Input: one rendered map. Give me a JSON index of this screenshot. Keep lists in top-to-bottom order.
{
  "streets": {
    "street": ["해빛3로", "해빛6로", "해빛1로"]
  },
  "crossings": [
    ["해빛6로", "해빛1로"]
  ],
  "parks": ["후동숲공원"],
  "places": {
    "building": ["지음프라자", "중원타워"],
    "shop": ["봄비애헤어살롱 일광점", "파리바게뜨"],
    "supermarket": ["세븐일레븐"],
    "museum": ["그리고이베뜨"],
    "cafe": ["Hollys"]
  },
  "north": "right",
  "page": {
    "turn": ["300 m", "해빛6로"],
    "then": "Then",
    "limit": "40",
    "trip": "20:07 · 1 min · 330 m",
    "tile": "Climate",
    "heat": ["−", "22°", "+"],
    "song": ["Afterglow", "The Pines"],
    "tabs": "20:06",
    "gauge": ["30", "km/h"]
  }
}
━━━━━━
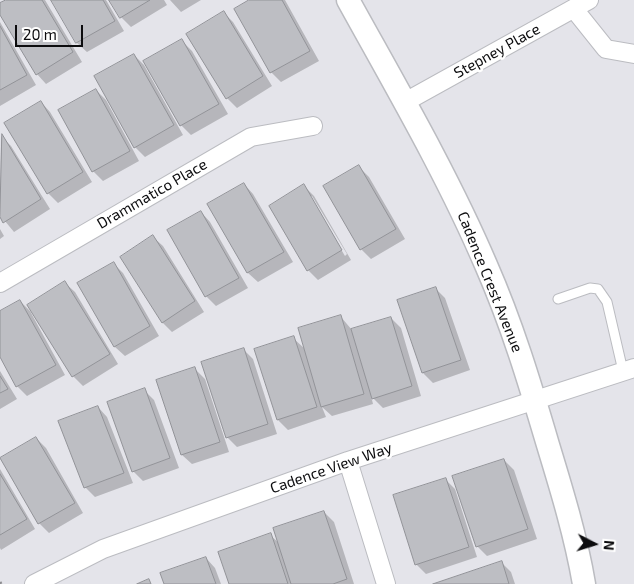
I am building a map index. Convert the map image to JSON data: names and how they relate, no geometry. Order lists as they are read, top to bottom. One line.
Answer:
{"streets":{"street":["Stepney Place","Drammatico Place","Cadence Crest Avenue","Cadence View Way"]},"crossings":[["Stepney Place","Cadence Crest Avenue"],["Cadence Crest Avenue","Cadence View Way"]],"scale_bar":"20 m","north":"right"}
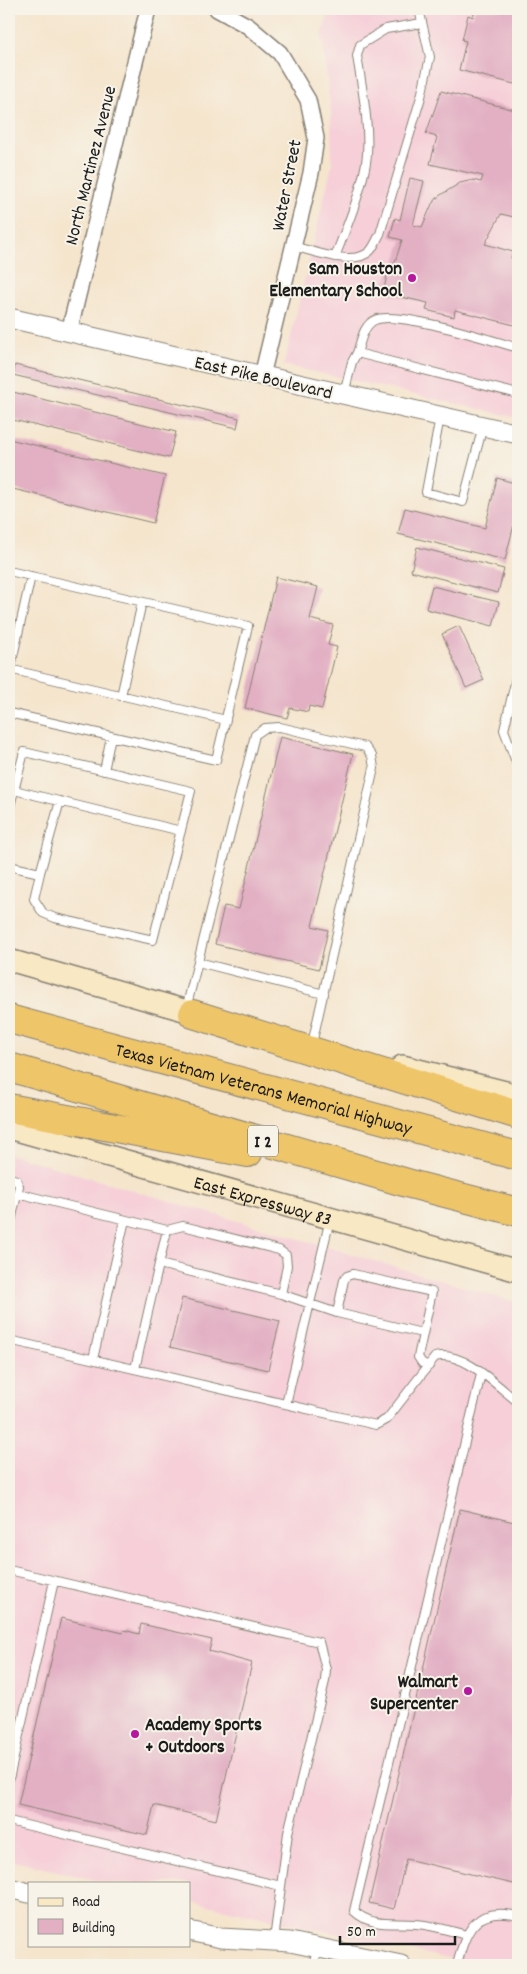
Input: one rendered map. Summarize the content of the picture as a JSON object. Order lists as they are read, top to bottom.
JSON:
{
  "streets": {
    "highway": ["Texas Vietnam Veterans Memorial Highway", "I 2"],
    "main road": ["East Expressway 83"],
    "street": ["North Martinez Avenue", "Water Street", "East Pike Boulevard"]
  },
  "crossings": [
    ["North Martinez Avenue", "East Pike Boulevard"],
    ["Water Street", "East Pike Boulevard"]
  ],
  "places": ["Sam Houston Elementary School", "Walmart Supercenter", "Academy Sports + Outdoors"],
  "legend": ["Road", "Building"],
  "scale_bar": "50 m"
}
━━━━━━
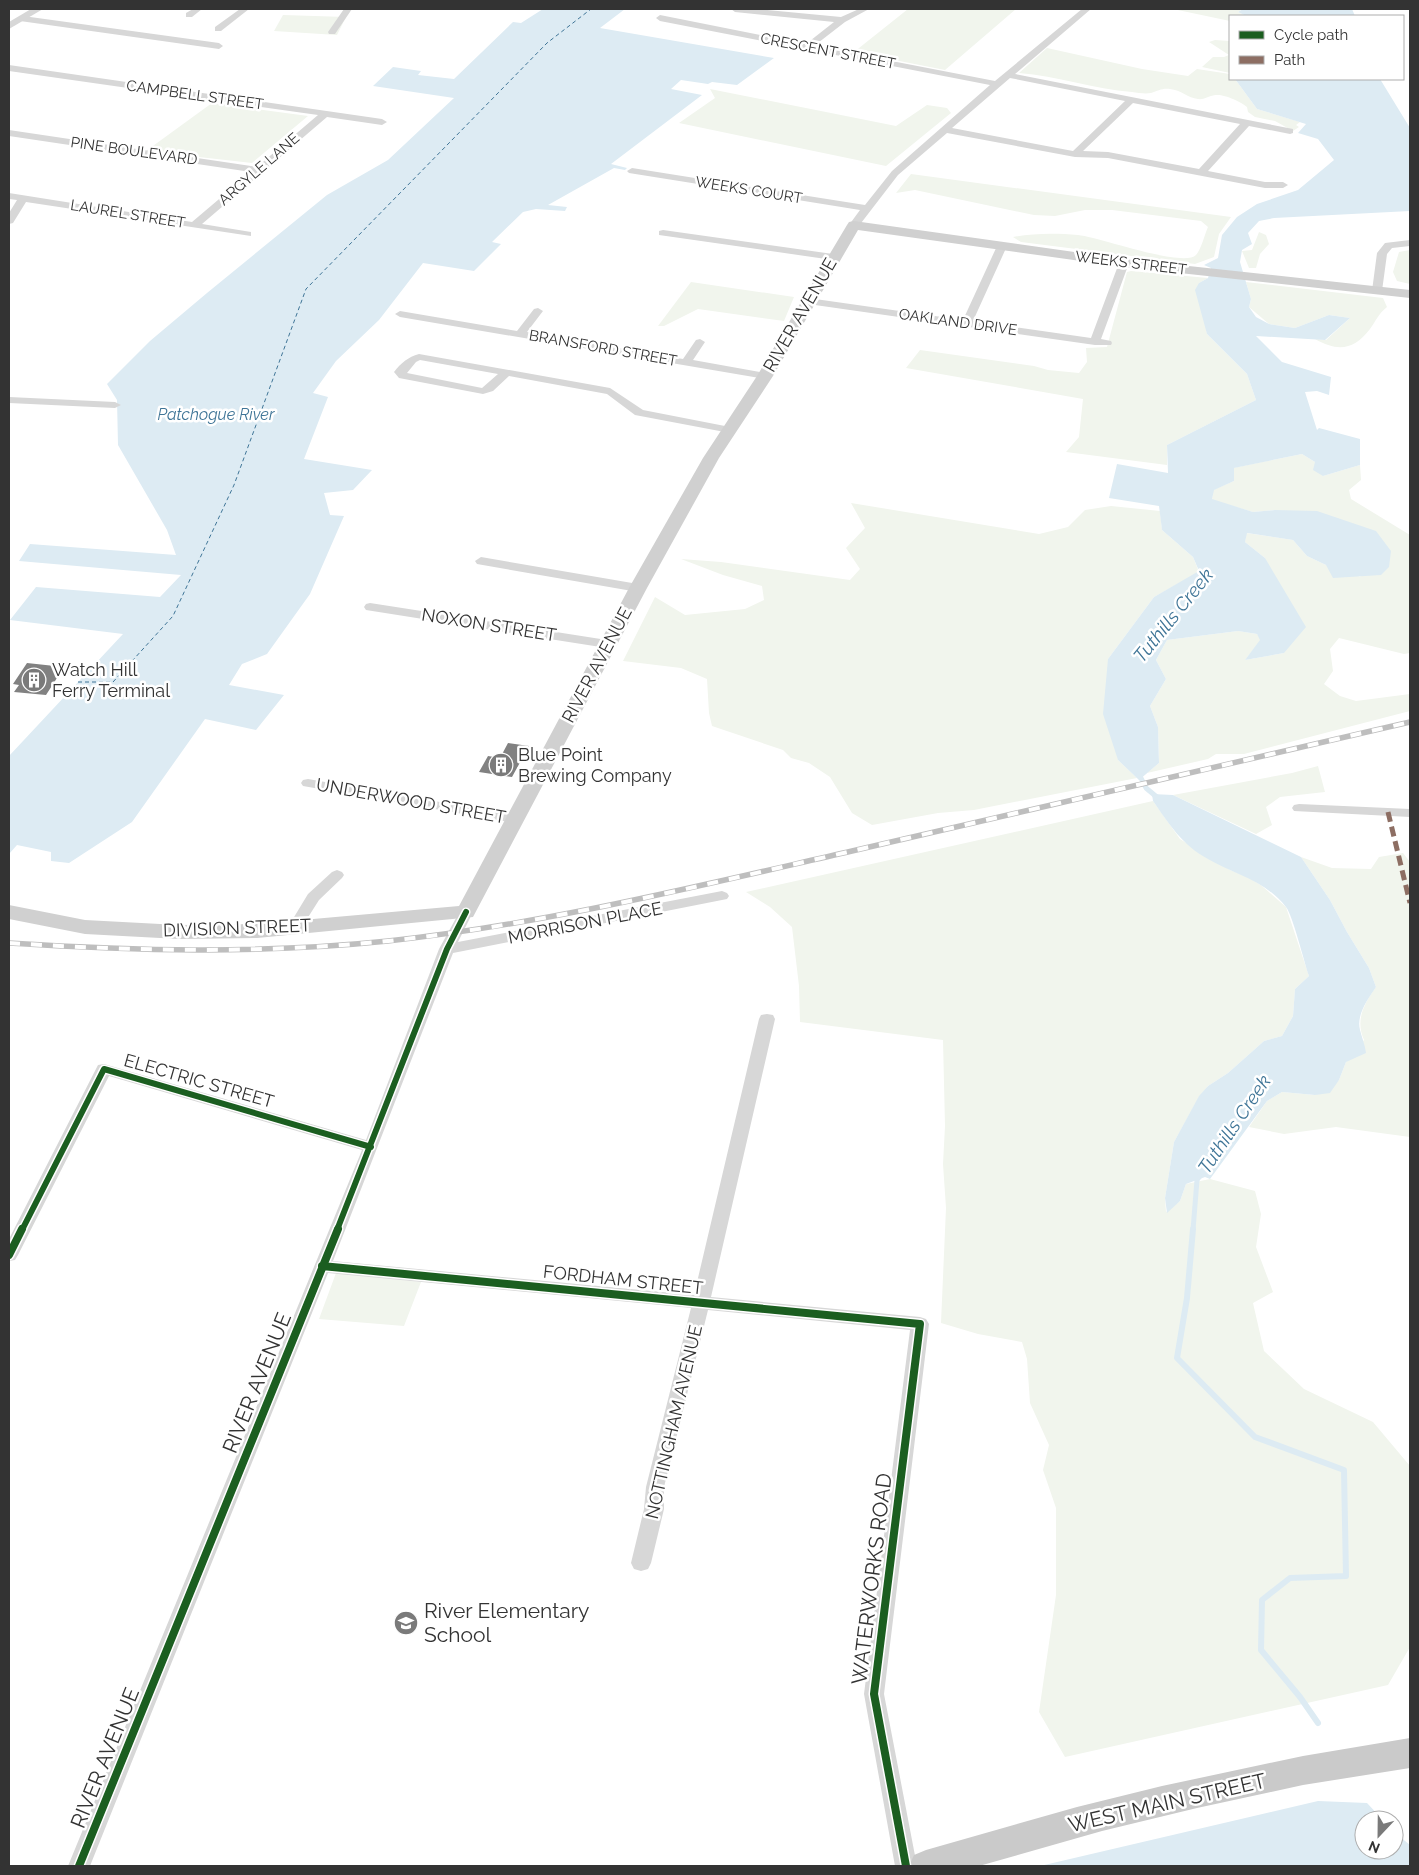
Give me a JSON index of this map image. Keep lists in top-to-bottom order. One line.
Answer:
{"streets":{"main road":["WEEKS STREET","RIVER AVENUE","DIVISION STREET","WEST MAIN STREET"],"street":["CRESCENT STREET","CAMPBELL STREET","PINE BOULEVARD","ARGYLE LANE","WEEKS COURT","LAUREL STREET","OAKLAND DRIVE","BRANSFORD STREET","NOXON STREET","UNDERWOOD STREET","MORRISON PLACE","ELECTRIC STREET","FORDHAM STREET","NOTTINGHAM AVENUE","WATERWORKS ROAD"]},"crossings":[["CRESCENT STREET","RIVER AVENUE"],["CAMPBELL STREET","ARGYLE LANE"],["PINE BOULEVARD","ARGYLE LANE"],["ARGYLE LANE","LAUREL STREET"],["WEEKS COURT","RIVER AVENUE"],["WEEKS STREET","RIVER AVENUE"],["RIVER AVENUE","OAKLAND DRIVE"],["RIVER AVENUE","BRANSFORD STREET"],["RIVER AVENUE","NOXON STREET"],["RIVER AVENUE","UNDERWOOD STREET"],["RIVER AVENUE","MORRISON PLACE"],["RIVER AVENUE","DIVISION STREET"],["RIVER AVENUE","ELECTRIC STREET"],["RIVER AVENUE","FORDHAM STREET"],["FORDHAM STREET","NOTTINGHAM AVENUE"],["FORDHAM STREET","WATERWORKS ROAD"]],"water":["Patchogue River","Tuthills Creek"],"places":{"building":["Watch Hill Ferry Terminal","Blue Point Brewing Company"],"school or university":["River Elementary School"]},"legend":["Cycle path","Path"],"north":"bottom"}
━━━━━━
* **Required action**
When a line in the records holds the string "they", copy that line.

* **Task response**
I am building a map index. Convert the map image to JSON data: names and how they relate, no geometry. Order lists as they are read, top to bottom. One line.
Input: one rendered map. Summarize the content of the picture as a JSON object. Order lists as they are read, top to bottom.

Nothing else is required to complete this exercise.